Anasayfa / Genel / ONARILMASI EN ZOR YARA…

ONARILMASI EN ZOR YARA…

Günümüz dünyasında, özellikle de ülkemizde, hepimizin şahit olduğu derin bir yara var.

İnsani değerlerin hızla aşınması, erozyona uğraması.
Bu, sadece toplumsal bir yara değil. Gündelik hayatımızın her anına sirayet etmiş, ilişkilerimizi zehirlemiş, bizi biz yapan değerlerimizi zayıflatmış, gerçek bir sorun olarak karşımızda duruyor.
Bir köprü yıkılsa yenisi yapılır, bir kurum çökse yeniden yapılanır, bir ekonomi darbe alsa birkaç yılda toparlanabilir.
Ancak insan karakteri ve ahlaki değerler, nesiller boyu ilmek ilmek dokunan bir halı gibidir; yırtıldığında onarımı da aynı sabır ve emeği ister.
Ülkemiz özelinde bu durum maalesef çok daha vahim bir hal almış durumda. Neden mi? Hızlı kentleşme, göç, ekonomik istikrarsızlıklar, siyasi kutuplaşma ve dijitalleşmenin getirdiği yabancılaşma, insanlar üzerinde inanılmaz bir baskı oluşturdu.
Bu baskı, maalesef en çok da geleneksel değerlerimizi vurdu. Komşusunun derdini dert edinen, verdiği sözü canı pahasına tutan, dürüstlüğü şahsi menfaatinin önünde tutan insan modeli giderek nadirleşti.
Yerini de, “Bana dokunmayan yılan bin yaşasın” diyen, çıkarı için her yolu meşru gören, kısa yoldan köşe dönme hırsıyla yanıp tutuşan bir anlayış aldı.
İnsan ilişkilerinin temelini oluşturan “güven” artık neredeyse lüks bir kavram haline geldi.
İş yerinde, trafikte, hatta aile içinde bile bir güvensizlik rüzgarı esiyor. “Kazık atma” deyimi, ne yazık ki günlük dilimize acımasızca yerleşti. Artık birine bir iş emanet ederken, bir söz alırken, hatta bir dostla dertleşirken bile içinizde bir kuşku yeşeriyor.
“Acaba bana da mı?” sorusu, zihnimizin derinliklerinde sürekli bir yer ediniyor. Verilen sözlerin yutulduğu, menfaatin dostlukların önüne geçtiği, insanların birbirini “kandırmasının” zekâ göstergesi saydığı bir dönemden geçiyoruz.

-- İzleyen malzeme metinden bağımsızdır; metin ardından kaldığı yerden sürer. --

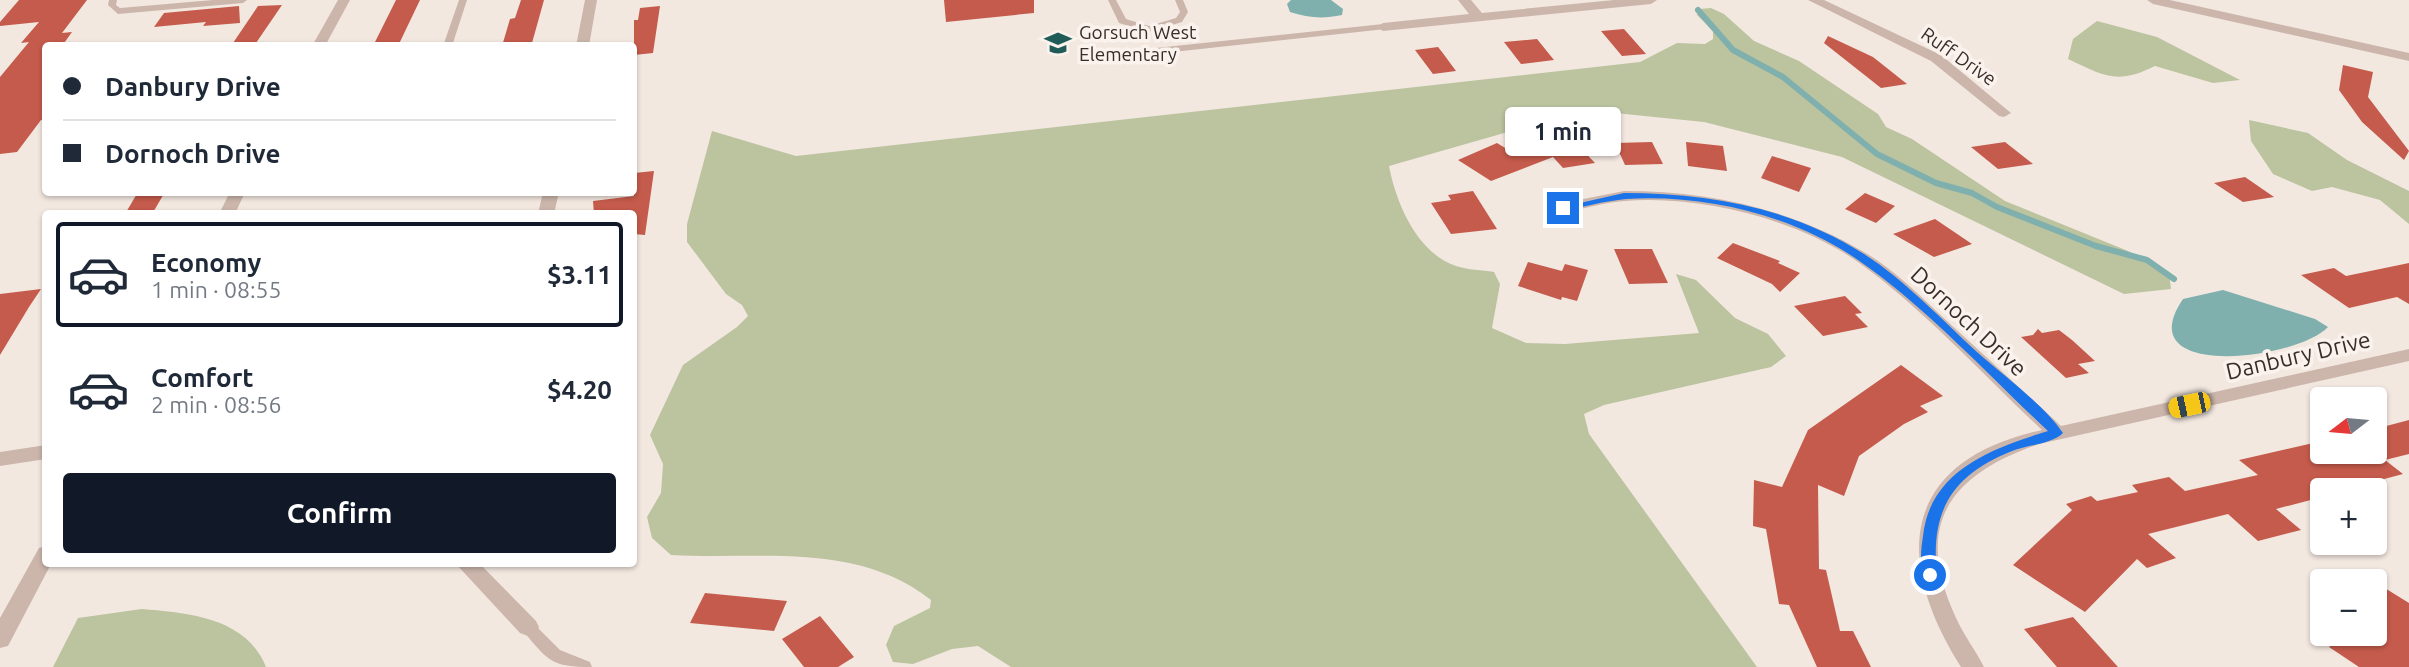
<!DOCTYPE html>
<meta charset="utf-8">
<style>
body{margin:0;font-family:Ubuntu,sans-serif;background:#f2f2f3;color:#1f2937;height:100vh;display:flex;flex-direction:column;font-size:26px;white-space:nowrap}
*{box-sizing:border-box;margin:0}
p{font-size:23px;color:#747a83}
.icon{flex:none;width:38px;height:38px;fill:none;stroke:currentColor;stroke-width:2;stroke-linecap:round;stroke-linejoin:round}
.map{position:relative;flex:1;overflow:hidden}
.drawer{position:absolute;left:42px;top:210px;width:595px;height:357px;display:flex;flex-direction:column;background:#fff;border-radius:7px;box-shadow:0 2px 5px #0004}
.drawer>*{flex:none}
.guide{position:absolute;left:42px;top:42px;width:595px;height:154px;border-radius:7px;box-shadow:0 2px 5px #0004;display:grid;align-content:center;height:154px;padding:0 21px;background:#fff}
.needle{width:46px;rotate:254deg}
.controls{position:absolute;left:2310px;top:387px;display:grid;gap:14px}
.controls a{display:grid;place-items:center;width:77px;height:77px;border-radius:7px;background:#fff;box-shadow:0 2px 5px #0004;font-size:35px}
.end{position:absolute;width:32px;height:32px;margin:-16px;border:9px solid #1a73e8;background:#fff;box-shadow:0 0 0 4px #fff}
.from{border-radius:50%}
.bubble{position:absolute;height:49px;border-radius:7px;background:#fff;box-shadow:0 2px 5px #0004;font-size:23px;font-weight:600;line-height:49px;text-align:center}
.car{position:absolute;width:21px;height:42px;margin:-21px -10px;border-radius:9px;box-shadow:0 0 5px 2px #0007;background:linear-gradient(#f5c518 24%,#345 0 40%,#f5c518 0 76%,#345 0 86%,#f5c518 0)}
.guide b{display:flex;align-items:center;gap:24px;height:66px;font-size:26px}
.guide b+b{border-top:2px solid #e0e1e3}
.guide i{width:18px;height:18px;background:#1f2937}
ul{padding:12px 0 0;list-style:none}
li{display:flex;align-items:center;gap:21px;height:105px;margin:0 14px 10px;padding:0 7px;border:4px solid transparent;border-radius:7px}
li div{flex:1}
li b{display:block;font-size:26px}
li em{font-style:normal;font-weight:600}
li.on{border-color:#111827}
li>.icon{width:63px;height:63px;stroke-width:1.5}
.primary-button{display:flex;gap:14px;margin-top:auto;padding:14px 21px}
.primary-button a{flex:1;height:80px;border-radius:7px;background:#111827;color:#fff;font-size:28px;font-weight:600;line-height:80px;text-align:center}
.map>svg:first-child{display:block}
</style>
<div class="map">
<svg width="2409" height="667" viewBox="0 0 2409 667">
<rect width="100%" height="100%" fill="#f3e8e0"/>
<g fill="#bbc39f">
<path d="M1711,8l13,6 30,27 45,20 79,53 8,13 26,12 93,62 123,50 41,21 2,17 -47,5 -282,-137 -138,-35 -109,-11 -56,12 -150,43c7,37 28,87 67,100 12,4 26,4 38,6l6,12 -8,44 34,15 39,1 134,-11 -23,-59 20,6 39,38 33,16 18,22 -15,11 -167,38 -20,9 5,20 168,233h-746l-33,-21 -26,3 -39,15 -20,-2 -7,-17 8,-19 36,-18 1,-8c-75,-59 -171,-40 -260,-45l-19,-17 -5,-21 14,-24 2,-29 -13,-29 33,-70 54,-38 11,-11 -6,-11 -16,-11 -39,-52v-18l25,-93 84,25 844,-94 37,-19 28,1 8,-5v-8l-16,-16 3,-6z"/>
<path d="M2097,21l60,16 83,43 -27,3 -58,-17c-38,19 -51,10 -87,-7l5,-20z"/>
<polygon points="2249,120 2308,133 2347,160 2409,191 2409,224 2380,200 2332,187 2312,191 2273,174 2251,141"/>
<path d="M142,609c46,4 104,8 124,58h-213l25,-49z"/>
</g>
<g fill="#7fb0ad">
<path d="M1291,0h40l12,9 -1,6c-19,4 -34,3 -52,-3l-3,-8z"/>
<path d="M2223,290l92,29 13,8c-31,33 -201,54 -145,-28z"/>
</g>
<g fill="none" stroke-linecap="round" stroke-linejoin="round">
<polyline stroke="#7fb0ad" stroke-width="6" points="1698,10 1733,50 1783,77 1877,154 1936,183 1972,193 1997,207 2096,246 2147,260 2174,279"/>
</g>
<g fill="#c55b4c">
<polygon points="19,0 87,0 62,33 72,32 62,46 46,46 46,119 41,120 17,152 0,154 0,77 29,42 21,43 39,22 0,26 0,22"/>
<polygon points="396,0 420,0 398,46 373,46"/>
<polygon points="521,0 544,0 532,43 502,46 510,19 515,18"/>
<polygon points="944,0 1034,0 1034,13 946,22"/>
<polygon points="282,5 256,43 231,46 258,6"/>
<polygon points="239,6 240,23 203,26 206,22 154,27 164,13"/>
<polygon points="660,6 653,53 634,55 634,20 638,20 640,8"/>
<polygon points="1624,29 1646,54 1622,56 1601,31"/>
<polygon points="1828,36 1873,57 1907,84 1881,88 1824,43"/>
<polygon points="1537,39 1554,60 1521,64 1504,42"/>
<polygon points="1438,47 1442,52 1456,71 1433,74 1415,50"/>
<polygon points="2343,65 2373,72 2368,97 2409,151 2404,160 2362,122 2339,90"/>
<polygon points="1652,142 1663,164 1625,165 1615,143"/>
<polygon points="1686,142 1723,146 1727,171 1688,166"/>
<polygon points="2005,142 2033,164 1998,169 1971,147"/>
<polygon points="1497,143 1515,154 1576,143 1595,163 1563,168 1553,157 1491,181 1458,160"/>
<polygon points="1772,156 1811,168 1799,192 1761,178"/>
<polygon points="654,171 645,235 634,234 634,214 594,214 593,201 634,196 634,173"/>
<polygon points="2245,177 2274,197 2243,202 2214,183"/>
<polygon points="1473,191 1497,229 1451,234 1431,203 1451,200 1448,195"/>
<polygon points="138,192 165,192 152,214 125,214"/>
<polygon points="1865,193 1895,206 1876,223 1845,209"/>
<polygon points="1935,219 1972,244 1934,257 1893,234"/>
<polygon points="1733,243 1780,261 1778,263 1800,273 1780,292 1772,284 1717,258"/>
<polygon points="1614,249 1652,249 1668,283 1629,284"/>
<polygon points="1528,262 1562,271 1565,264 1588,270 1577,301 1562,297 1561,300 1518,286"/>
<polygon points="2409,263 2409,304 2397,297 2349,308 2301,275 2334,268 2346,276"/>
<polygon points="41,289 29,307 0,355 0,294"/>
<polygon points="1845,296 1862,313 1855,314 1868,327 1823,336 1794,306"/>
<polygon points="2038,329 2042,333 2059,330 2072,340 2095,361 2078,364 2089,373 2066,378 2021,337 2033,335"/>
<polygon points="1901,365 1943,396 1920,406 1928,412 1904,424 1859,456 1844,496 1818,485 1819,569 1826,570 1840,631 1853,631 1871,667 1817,667 1789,605 1779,604 1766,529 1753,526 1754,480 1782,487 1808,430"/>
<polygon points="2409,420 2409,454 2385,460 2403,474 2343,490 2322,490 2322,497 2276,509 2301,530 2258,541 2228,514 2148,534 2176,558 2147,568 2137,559 2085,612 2013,565 2072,510 2066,504 2091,496 2097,501 2138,492 2132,485 2169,477 2185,491 2258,475 2239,460 2322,441 2322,452 2375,453 2375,429"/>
<polygon points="2375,582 2409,603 2409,667 2359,667 2329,647 2345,634 2375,634"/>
<polygon points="705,593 787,601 774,631 690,623"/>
<polygon points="820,616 854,657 838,667 804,667 782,639"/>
<polygon points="2073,617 2118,667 2057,667 2024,629"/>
</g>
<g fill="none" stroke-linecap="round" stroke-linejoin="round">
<g fill="#ccb6ab" fill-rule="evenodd">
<polygon points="109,0 117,0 116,5 120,8 213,0 247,0 243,3 118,14 108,5"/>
<polygon points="459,0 467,0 452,46 443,46"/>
<polygon points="1108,0 1116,0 1126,19 1149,26 1176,18 1180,12 1175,0 1183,0 1188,12 1182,22 1149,32 1119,23"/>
<polygon points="1383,24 1386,25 1386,29 1127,57 1122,54 1127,51"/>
<path d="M528,621l5,2 27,27 30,12 2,5c-42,0 -43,-6 -69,-36l-3,-4 3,-4z"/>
</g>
<g fill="#ccb6ab" fill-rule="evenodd">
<polygon points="338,0 350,0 325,46 312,46"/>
<polygon points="585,0 597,0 589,46 576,46"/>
<polygon points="1458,0 1471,0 1482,13 1614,0 1657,0 1651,4 1383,31 1377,27 1383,23 1469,14"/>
<polygon points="1808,0 1824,0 1941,55 2011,113 2004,117 1999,116 1931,61"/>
<polygon points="2147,0 2170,0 2409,53 2409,61 2153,4"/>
<path d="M1624,191c85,0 167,18 240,61 31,18 57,45 83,69 38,35 76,70 114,105l348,-77v12l-370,83c-93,32 -126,83 -82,176 8,17 19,31 27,47h-23c-69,-109 -60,-206 81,-237 -60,-56 -117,-120 -184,-168 -61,-43 -158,-67 -233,-61 -20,1 -42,8 -62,12l-8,-5 8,-5z"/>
<polygon points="230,192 245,192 235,214 219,214"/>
<polygon points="543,192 559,192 554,214 538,214"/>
<polygon points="46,445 46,459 0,466 0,452"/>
<polygon points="46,546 46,564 51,564 8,646 0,648 0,618 39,548"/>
<polygon points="456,564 480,564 536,621 539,627 536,633 528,636 520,633"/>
</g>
</g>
<path fill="#1a73e8" d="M1624,193c85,0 168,15 240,61 42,27 77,65 113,98 27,24 66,52 86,81 -11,11 -36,12 -51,18 -60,24 -82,60 -75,124l-7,5 -5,-1c-6,-14 -4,-30 -2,-43 7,-66 70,-88 125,-105 -60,-56 -123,-125 -190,-171 -65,-45 -153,-66 -232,-61 -21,2 -43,8 -63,12l-5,-3z"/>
<defs>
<g id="school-bare" transform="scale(2.1)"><path d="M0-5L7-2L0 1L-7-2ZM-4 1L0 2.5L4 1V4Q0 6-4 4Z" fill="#205b58" stroke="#faf2ed" stroke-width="2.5" paint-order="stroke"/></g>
</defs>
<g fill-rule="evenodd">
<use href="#school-bare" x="1058" y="43"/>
</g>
<g text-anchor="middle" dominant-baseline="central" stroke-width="7" stroke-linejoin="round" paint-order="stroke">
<g font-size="19" fill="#392d2a" stroke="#faf2ed" text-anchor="start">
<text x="1079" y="32">Gorsuch West<tspan x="1079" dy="22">Elementary</tspan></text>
</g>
<g font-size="19" fill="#392d2a" stroke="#faf2ed">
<text transform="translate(1959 56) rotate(35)">Ruff Drive</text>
</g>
<g font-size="23" fill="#392d2a" stroke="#faf2ed">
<text transform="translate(1969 321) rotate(43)">Dornoch Drive</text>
<text transform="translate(2298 355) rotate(-13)">Danbury Drive</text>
</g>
</g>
</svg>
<div class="controls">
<a><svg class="needle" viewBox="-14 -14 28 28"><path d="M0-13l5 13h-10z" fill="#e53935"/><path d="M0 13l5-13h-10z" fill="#747a83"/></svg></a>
<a>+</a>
<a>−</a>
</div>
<i class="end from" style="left:1930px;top:575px"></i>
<i class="end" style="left:1563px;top:208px"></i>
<div class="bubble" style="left:1505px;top:107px;width:116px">1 min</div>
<i class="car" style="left:2189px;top:405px;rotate:258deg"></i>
<div class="guide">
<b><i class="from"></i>Danbury Drive</b>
<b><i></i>Dornoch Drive</b>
</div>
<section class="drawer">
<ul>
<li class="on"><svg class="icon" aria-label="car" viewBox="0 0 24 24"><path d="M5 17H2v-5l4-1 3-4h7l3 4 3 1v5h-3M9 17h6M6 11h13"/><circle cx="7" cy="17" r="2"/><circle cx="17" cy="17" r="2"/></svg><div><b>Economy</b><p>1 min · 08:55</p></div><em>$3.11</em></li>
<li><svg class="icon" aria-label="car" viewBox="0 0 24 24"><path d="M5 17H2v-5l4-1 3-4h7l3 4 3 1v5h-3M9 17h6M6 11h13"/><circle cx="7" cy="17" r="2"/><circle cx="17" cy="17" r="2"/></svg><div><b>Comfort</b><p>2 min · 08:56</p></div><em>$4.20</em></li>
</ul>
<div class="primary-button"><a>Confirm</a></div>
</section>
</div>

Bu, basit bir davranış bozukluğu değil; derinlerde yatan bir kişilik erozyonunun dışa vurumudur.
Peki, neden bu noktaya geldik?
Cevap, karakter inşasının zaman gerektiren bir süreç olmasında yatıyor. Bir insanın dürüst, sorumluluk sahibi, empati kurabilen bir birey olarak yetişmesi için onlarca yıl gerekir.
Aile, okul, sokak ve toplum; bu değerleri nesilden nesile aktararak bir kültür inşa eder.
Ne var ki bu aktarım zinciri koptu. Değerler eğitimi, her şeyin gölgesinde kaldı. Ahlaki pusula şaştı ve yerine “Neyi yaparsam kâr ederim” hesabı geçti. Bu hızlı bozulma, onarımı da aynı hızda imkânsız kılıyor.
Kaybettiğimiz değerleri geri kazanmak, yeni bir nesli yeniden inşa etmek, sabırla ve kararlılıkla sürdürülecek uzun soluklu bir çabayı gerektiriyor.
Bu karanlık tablonun içinde umut ışığı yok mu? Elbette var. İçimizde hala bu erozyona direnen, sözünün eri, güvenilir, insanlığını unutmamış nice insanlar var. Onlar, bu toplumsal çürümeye karşı direnen sessiz çınarlar. Mesele, onların sayısını çoğaltmakta ve seslerini duyurabilmekte yatıyor.
Toplumsal bir seferberlik başlatmalıyız. Aileden başlayarak, eğitim sisteminin her kademesinde insani değerleri önceleyen bir anlayışı hakim kılmalıyız. Medyadan siyasete, sivil toplumdan bireye kadar herkes bu onarım sürecinin bir parçası olmalı. Unutmamalıyız ki, güven inşa etmek yıllar alır ama yıkmak bir saniye. Attığımız her kazık, yuttuğumuz her söz, aslında kendi geleceğimizi kazıyor.
Sonuç olarak, insani değerlerimizi kaybetmek, bir neslin kaybıdır. Onları geri kazanmak ise bir neslin fedakarlığını ve emeğini gerektirir.
Geç kalmış sayılmayız. İyiliğin, dürüstlüğün, güvenin ve merhametin hala bu topraklarda filiz vereceğine olan inancımızı kaybetmeden, her birimiz kendi karakterimizin onarımından sorumluyuz.
Onarılacak ilk ve en önemli şey de, insanın kendi vicdanıdır…

Kontrol et

Osmangazi’de engelli bireyler 3 Aralık’a özel gösteri hazırlıyor

Osmangazi Kent Konseyi Engelliler Meclisi üyeleri 3 Aralık Dünya Engelliler Gününe özel tiyatro gösterisi hazırlıyor. …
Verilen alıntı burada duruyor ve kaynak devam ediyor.